▶ [Records]:
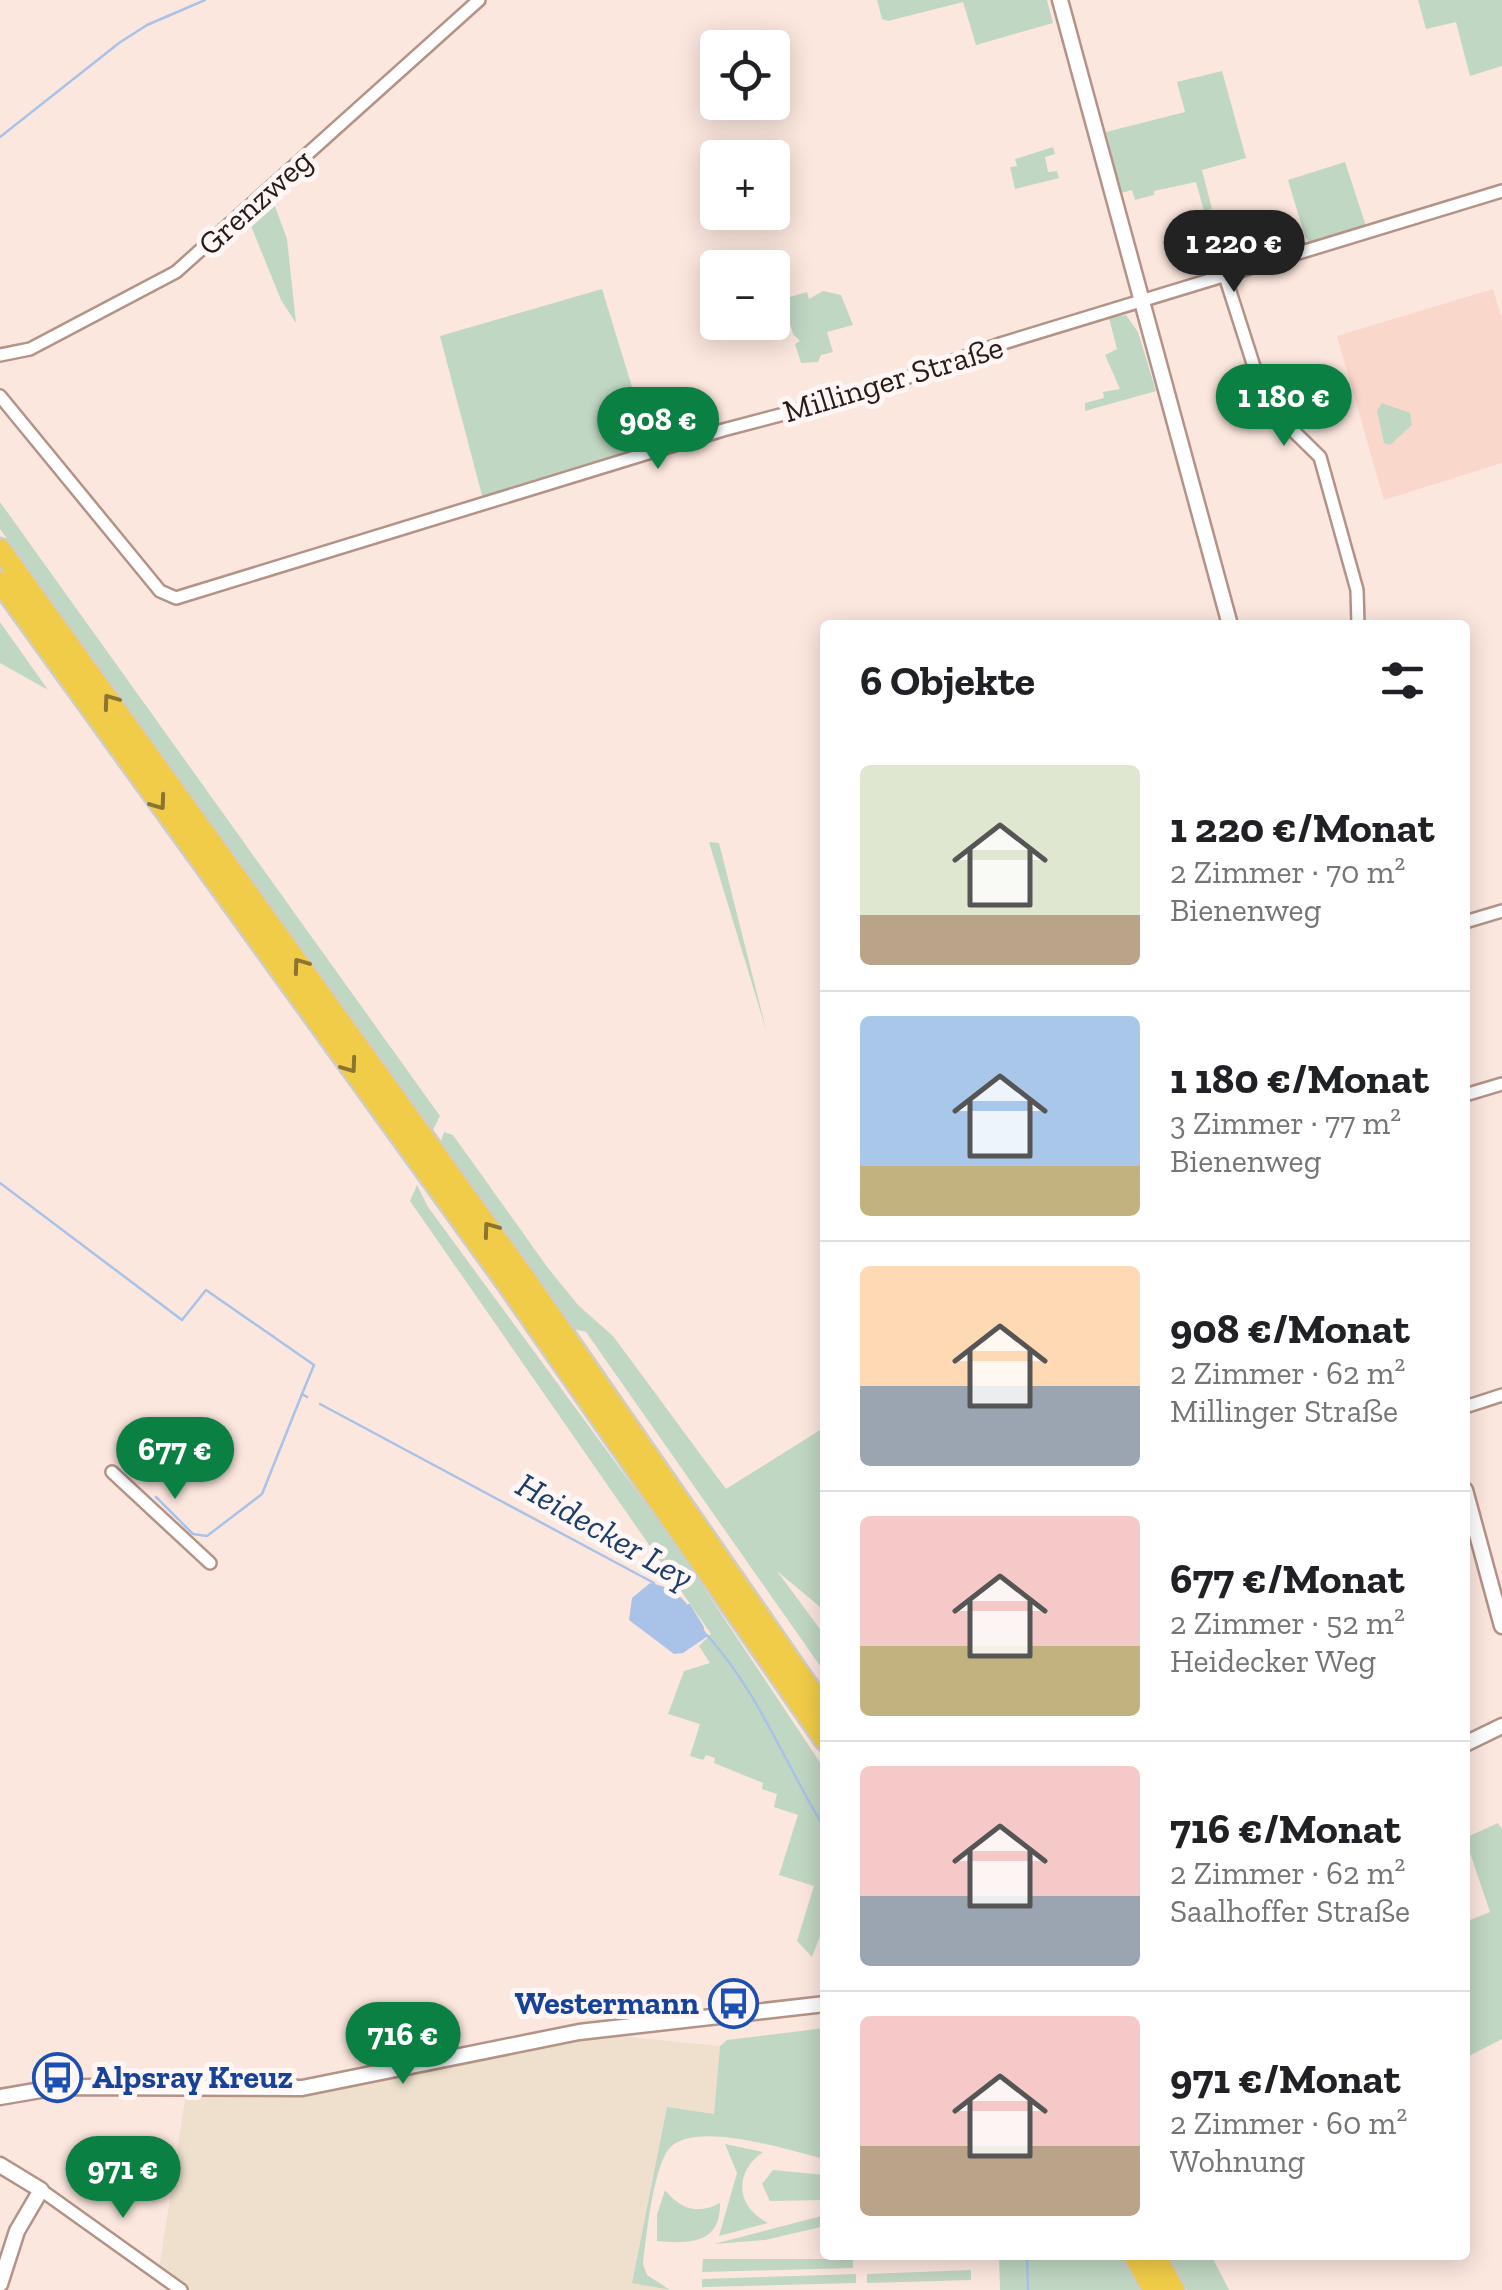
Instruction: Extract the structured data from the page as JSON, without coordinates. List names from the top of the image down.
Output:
{
  "streets": {
    "street": ["Grenzweg", "Millinger Straße"]
  },
  "water": ["Heidecker Ley"],
  "places": {
    "bus stop": ["Westermann", "Alpsray Kreuz"]
  },
  "page": {
    "map_buttons": ["+", "−"],
    "price": [
      "1 220 €",
      "1 180 €",
      "908 €",
      "677 €",
      "716 €",
      "971 €"
    ],
    "heading": "6 Objekte",
    "list": [
      {
        "name": "1 220 €/Monat",
        "note": "2 Zimmer · 70 m² · Bienenweg"
      },
      {
        "name": "1 180 €/Monat",
        "note": "3 Zimmer · 77 m² · Bienenweg"
      },
      {
        "name": "908 €/Monat",
        "note": "2 Zimmer · 62 m² · Millinger Straße"
      },
      {
        "name": "677 €/Monat",
        "note": "2 Zimmer · 52 m² · Heidecker Weg"
      },
      {
        "name": "716 €/Monat",
        "note": "2 Zimmer · 62 m² · Saalhoffer Straße"
      },
      {
        "name": "971 €/Monat",
        "note": "2 Zimmer · 60 m² · Wohnung"
      }
    ]
  }
}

▶ [What you should do]:
Take every line from the data above that holds "Bienenweg" and copy it out.

▶ [Solved problem]:
        "note": "2 Zimmer · 70 m² · Bienenweg"
        "note": "3 Zimmer · 77 m² · Bienenweg"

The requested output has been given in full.